Why is she buying gold? What am I here for?" asks the harried father when he learns his daughter is investing in a monthly scheme. "Relax," says the mother. "Our daughter has started earning, she is helping you." This dialogue, part of a television commercial by a leading jewellery company, captures the shifting patterns of buying gold, an age-old obsession for Indians and lately the government's bÍte noire.
"There's been a change in the way people buy jewellery these days. The young work force have the purchasing power to invest in gold," says Krishan Sharma, a manager at Tanishq's store in Connaught Place, New Delhi.
Tanishq, a leading jeweller has been the prime mover to cash in on this shift. The company, a Tata brand, has two instalment schemes. The earliest, launched in 2002, allows a client to buy gold or diamond jewellery by making a deposit for 12, 18 or 24 months.
"The schemes are aimed at parents who are planning for their children's wedding, which is why the duration is not more than two years. A good number of youngsters invest in these schemes too," says Sharma, adding that the ratio of parents to youngsters is about 60:40. So, for every three couples planning their daughters' wedding, there are two women below 35 who are also saving to buy gold jewellery.

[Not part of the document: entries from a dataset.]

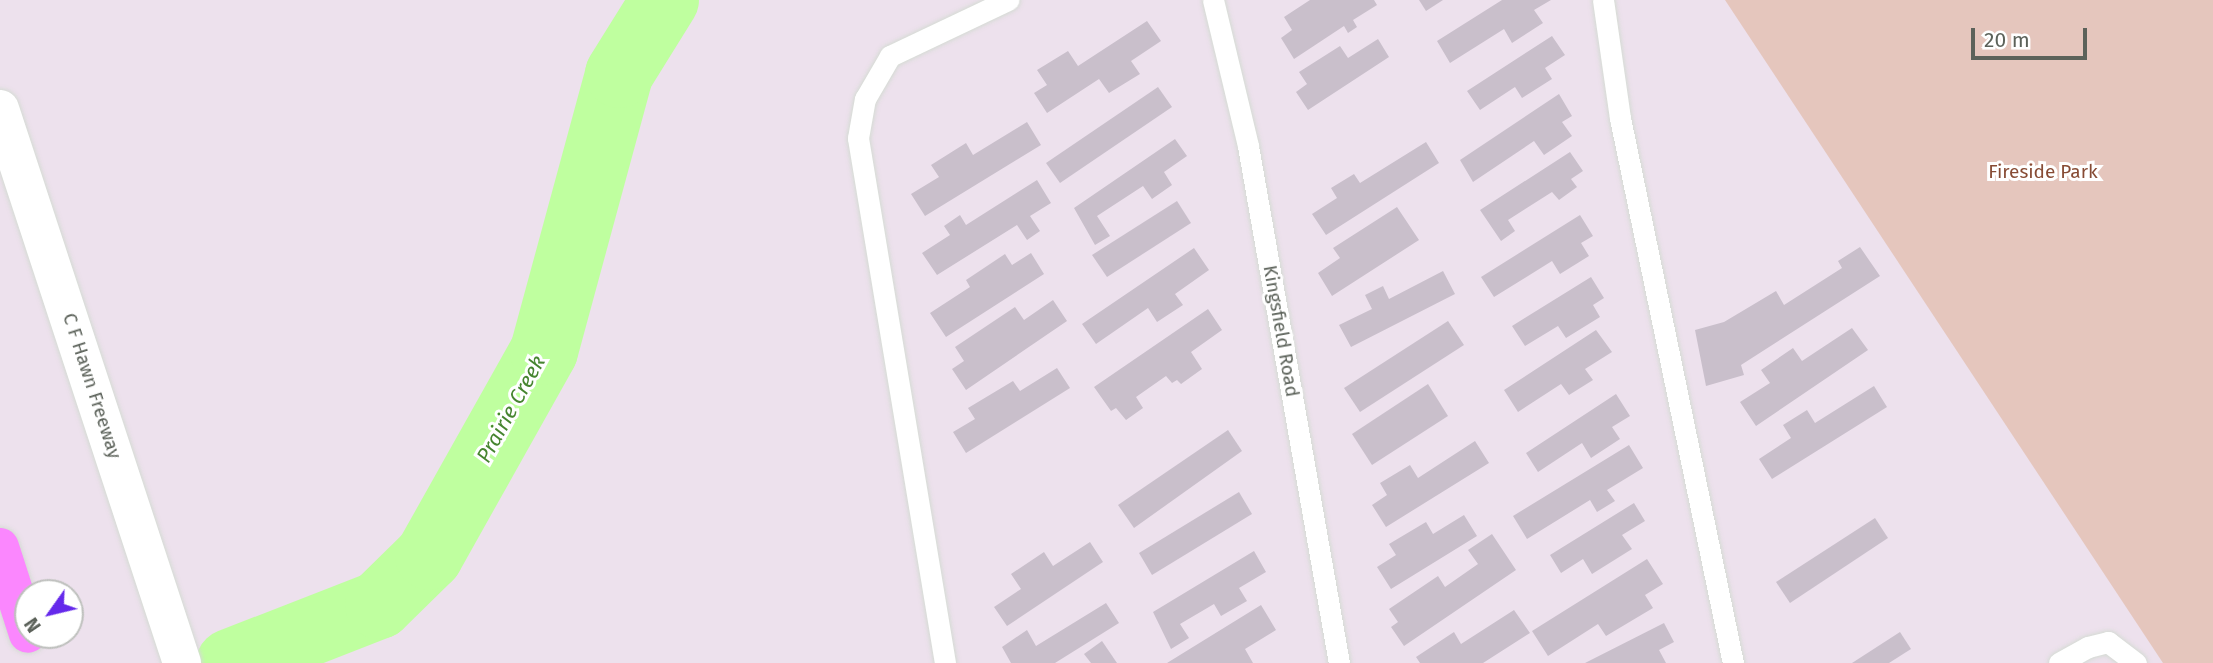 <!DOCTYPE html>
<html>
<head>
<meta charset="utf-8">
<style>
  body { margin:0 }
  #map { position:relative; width:2213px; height:663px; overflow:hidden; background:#ede1ed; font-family:"Fira Sans",sans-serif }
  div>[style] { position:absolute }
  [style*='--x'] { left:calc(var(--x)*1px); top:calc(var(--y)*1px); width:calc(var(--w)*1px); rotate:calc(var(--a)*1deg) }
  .green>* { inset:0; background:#e5c6bd }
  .river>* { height:68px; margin:-34px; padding:0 34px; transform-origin:34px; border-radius:34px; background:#bfff9f }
  .building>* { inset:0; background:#c9bfcb }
  .roads { filter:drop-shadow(0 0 2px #d5dbd4) drop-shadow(0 0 2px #d5dbd4) }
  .service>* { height:21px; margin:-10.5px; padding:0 10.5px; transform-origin:10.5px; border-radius:10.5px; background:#fff }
  .secondary>* { height:38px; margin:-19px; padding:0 19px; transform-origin:19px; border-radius:19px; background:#fff }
  .motorway>* { height:38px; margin:-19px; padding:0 19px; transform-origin:19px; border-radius:19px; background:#fb87fe }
  span { translate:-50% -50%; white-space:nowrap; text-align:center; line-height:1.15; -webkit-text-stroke:6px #fff; paint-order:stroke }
  .park-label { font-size:19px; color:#874b34 }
  .street-label { font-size:19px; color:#5c625a }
  .water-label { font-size:21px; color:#468530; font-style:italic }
  .north { position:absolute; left:14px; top:579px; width:70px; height:70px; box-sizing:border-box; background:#fff; border:2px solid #bec0bd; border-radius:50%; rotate:236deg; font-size:19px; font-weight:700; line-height:28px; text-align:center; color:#5c625a }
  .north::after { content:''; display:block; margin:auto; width:24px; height:32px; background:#6529eb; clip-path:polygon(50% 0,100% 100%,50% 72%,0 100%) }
  .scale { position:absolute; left:1971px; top:28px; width:116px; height:32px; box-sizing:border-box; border:4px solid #5c625a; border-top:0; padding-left:9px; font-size:21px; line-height:24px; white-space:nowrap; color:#5c625a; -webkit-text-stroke:5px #fff; paint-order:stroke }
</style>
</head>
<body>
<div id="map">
  <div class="green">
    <i style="clip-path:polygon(1725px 0,2213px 0,2213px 663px,2163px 663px)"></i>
  </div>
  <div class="river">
    <i style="--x:230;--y:663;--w:160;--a:-21.3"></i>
    <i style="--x:379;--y:605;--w:70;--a:-44.4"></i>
    <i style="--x:429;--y:556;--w:235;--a:-60.7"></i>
    <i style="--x:544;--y:351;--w:287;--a:-74.8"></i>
    <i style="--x:619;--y:74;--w:87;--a:-58.1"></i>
  </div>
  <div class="building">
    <i style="clip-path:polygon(1310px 0,1374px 0,1377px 5px,1353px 20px,1357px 27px,1348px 33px,1344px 26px,1294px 59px,1281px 38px,1292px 30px,1284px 17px)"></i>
    <i style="clip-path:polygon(1419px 0,1443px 0,1426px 11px)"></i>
    <i style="clip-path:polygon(1502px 0,1551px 0,1534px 10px,1543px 23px,1512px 43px,1504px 29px,1450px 63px,1437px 41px)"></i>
    <i style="clip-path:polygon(1147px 21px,1161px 41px,1131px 61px,1140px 74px,1109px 93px,1099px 79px,1047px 113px,1034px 93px,1047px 85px,1037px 70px,1068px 51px,1078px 66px)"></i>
    <i style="clip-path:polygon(1552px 36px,1565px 55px,1545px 68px,1552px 79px,1522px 98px,1515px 87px,1480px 110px,1467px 91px)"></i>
    <i style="clip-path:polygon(1378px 39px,1389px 57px,1308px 110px,1296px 92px,1307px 84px,1299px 72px,1340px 46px,1348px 58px)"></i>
    <i style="clip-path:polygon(1158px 87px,1172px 107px,1060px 183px,1046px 163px)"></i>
    <i style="clip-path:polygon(1559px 94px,1572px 116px,1562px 122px,1572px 136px,1544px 155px,1534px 141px,1473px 182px,1460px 160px)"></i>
    <i style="clip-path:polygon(1027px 122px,1041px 145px,925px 216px,911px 194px,939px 177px,931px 165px,966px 143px,973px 155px)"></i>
    <i style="clip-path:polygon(1175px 139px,1187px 156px,1164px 172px,1172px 185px,1152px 199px,1143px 186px,1097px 216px,1110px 236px,1095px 245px,1074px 208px)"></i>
    <i style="clip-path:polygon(1426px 142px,1439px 163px,1326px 235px,1312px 214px,1337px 198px,1331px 188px,1354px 174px,1360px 183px)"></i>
    <i style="clip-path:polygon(1570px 152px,1583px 171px,1571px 179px,1577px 187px,1559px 200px,1552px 192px,1508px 220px,1515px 231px,1501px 241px,1480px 210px)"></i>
    <i style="clip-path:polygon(1037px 180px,1051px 203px,1030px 216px,1040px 231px,1027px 240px,1017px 225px,937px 275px,922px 253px,950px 235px,944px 226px,960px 215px,966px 225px)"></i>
    <i style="clip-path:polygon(1177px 201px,1191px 223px,1107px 277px,1092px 255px)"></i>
    <i style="clip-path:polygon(1397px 207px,1419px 240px,1332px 296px,1318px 273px,1340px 258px,1333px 248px)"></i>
    <i style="clip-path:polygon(1580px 215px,1593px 236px,1581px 243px,1589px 256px,1560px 274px,1552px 261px,1494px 297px,1481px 277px)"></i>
    <i style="clip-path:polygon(1860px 247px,1880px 276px,1741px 365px,1744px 375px,1706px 386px,1695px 330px,1724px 322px,1776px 291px,1784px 305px,1842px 268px,1838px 261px)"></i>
    <i style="clip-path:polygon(1194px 248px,1209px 270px,1175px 294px,1183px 305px,1157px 322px,1148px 308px,1096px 344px,1082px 324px)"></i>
    <i style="clip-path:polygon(1031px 253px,1044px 274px,946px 337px,930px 313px,970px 287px,966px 280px,1005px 254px,1012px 265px)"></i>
    <i style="clip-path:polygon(1443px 271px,1455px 294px,1351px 347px,1339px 325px,1372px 309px,1365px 295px,1383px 286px,1389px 299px)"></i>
    <i style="clip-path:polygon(1591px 277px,1604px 298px,1593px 305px,1600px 317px,1566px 338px,1558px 326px,1525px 346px,1512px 326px)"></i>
    <i style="clip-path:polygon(1053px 300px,1067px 321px,966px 390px,952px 369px,964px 361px,955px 347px,1015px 307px,1024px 320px)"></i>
    <i style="clip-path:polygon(1208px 309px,1222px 330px,1191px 352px,1202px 369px,1181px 384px,1177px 380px,1172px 383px,1166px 376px,1136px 397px,1143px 408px,1126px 420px,1116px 408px,1111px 411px,1094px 387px)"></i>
    <i style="clip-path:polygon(1448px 321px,1464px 345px,1360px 412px,1344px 388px)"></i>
    <i style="clip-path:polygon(1852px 328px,1868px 350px,1756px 426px,1740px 402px,1770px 383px,1761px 370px,1793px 348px,1802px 361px)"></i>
    <i style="clip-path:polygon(1596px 330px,1612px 352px,1585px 369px,1593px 380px,1569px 395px,1561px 384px,1518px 412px,1504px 390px)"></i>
    <i style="clip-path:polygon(1057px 368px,1070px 388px,966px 453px,953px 432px,975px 419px,968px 408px,1013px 381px,1020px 391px)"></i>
    <i style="clip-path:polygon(1428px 384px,1448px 416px,1372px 465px,1352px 434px)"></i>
    <i style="clip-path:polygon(1874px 386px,1887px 407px,1772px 479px,1759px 459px,1791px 438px,1783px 425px,1807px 410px,1815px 423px)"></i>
    <i style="clip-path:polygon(1616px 394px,1630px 416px,1612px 427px,1620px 439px,1591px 458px,1582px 443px,1538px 472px,1526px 453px)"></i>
    <i style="clip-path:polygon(1228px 430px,1242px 451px,1134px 528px,1118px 505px)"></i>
    <i style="clip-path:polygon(1475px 441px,1489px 463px,1386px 527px,1372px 505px,1387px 495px,1380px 483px,1410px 465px,1418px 478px)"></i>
    <i style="clip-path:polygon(1629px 445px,1643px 468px,1607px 490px,1615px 501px,1597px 512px,1590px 500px,1527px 539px,1513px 516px)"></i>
    <i style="clip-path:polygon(1239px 492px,1252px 514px,1152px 575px,1139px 553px)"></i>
    <i style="clip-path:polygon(1634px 503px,1645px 521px,1622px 535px,1632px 549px,1592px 574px,1583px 559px,1561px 573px,1550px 555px)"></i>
    <i style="clip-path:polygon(1464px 515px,1477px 536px,1391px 589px,1377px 567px,1396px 555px,1389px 544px,1426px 522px,1433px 534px)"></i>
    <i style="clip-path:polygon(1875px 518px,1888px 538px,1790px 603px,1776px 582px)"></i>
    <i style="clip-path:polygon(1492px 534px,1516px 570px,1404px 646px,1391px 627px,1398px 622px,1389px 609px,1438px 576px,1445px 587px,1478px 564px,1468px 550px)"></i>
    <i style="clip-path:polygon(1090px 542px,1103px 562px,1007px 626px,994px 607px,1021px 589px,1011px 574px,1044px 552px,1053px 566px)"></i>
    <i style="clip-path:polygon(1254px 551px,1266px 572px,1239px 588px,1247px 601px,1221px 616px,1214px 604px,1180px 624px,1189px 638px,1171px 649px,1153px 612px)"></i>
    <i style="clip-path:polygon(1647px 559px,1663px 584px,1645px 595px,1653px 608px,1606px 636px,1598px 624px,1548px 656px,1532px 631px)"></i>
    <i style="clip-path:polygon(1106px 603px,1119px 623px,1055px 663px,1011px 663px,1002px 647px,1027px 630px,1036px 646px)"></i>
    <i style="clip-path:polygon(1261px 605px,1276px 630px,1245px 649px,1253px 663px,1167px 663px)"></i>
    <i style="clip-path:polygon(1514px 610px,1530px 633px,1483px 663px,1420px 663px,1416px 657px,1454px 632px,1461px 644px)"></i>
    <i style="clip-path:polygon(1664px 623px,1674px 642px,1659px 650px,1666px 663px,1585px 663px)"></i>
    <i style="clip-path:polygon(1900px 632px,1911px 649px,1889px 663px,1852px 663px)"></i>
    <i style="clip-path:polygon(1102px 641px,1117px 663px,1091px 663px,1084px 654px)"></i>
  </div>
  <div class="roads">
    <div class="service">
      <i style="--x:1213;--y:0;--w:150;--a:76.5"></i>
      <i style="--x:1248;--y:146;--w:525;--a:80.02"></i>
      <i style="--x:1603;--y:0;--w:119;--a:81.8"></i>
      <i style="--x:1620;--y:118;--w:557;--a:78.29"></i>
      <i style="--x:945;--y:663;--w:532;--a:-99.41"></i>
      <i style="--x:858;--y:138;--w:40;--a:-80"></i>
      <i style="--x:865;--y:99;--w:50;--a:-59.8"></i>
      <i style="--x:890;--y:56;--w:131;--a:-25.4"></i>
      <i style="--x:2059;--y:663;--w:33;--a:-29"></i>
      <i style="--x:2088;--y:647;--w:21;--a:-14"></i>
      <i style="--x:2108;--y:642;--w:35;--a:37"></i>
    </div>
    <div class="secondary">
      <i style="--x:0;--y:109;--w:583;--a:71.81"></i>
    </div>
    <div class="motorway">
      <i style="--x:0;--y:547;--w:91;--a:72.2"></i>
    </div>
  </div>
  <div class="park-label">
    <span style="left:2043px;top:172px">Fireside Park</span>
  </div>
  <div class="street-label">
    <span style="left:1281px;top:331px;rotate:80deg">Kingsfield Road</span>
    <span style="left:92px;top:386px;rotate:72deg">C F Hawn Freeway</span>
  </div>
  <div class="water-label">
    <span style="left:511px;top:409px;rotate:-61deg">Prairie Creek</span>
  </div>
  <div class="north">N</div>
  <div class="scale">20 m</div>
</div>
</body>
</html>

There are other jewellers too, who are quick to lure the new buyer. P C Jewellers, a Delhi-based group with a presence across north and central India, launched a deposit scheme two years ago where the company pays the last two instalments. "A high proportion of our monthly deposits fall in the Rs 5,000 range. We get enquiries from, at least, 12-15 people every day, who are under 35," says GD Jain, manager of the showroom in South Extension, New Delhi.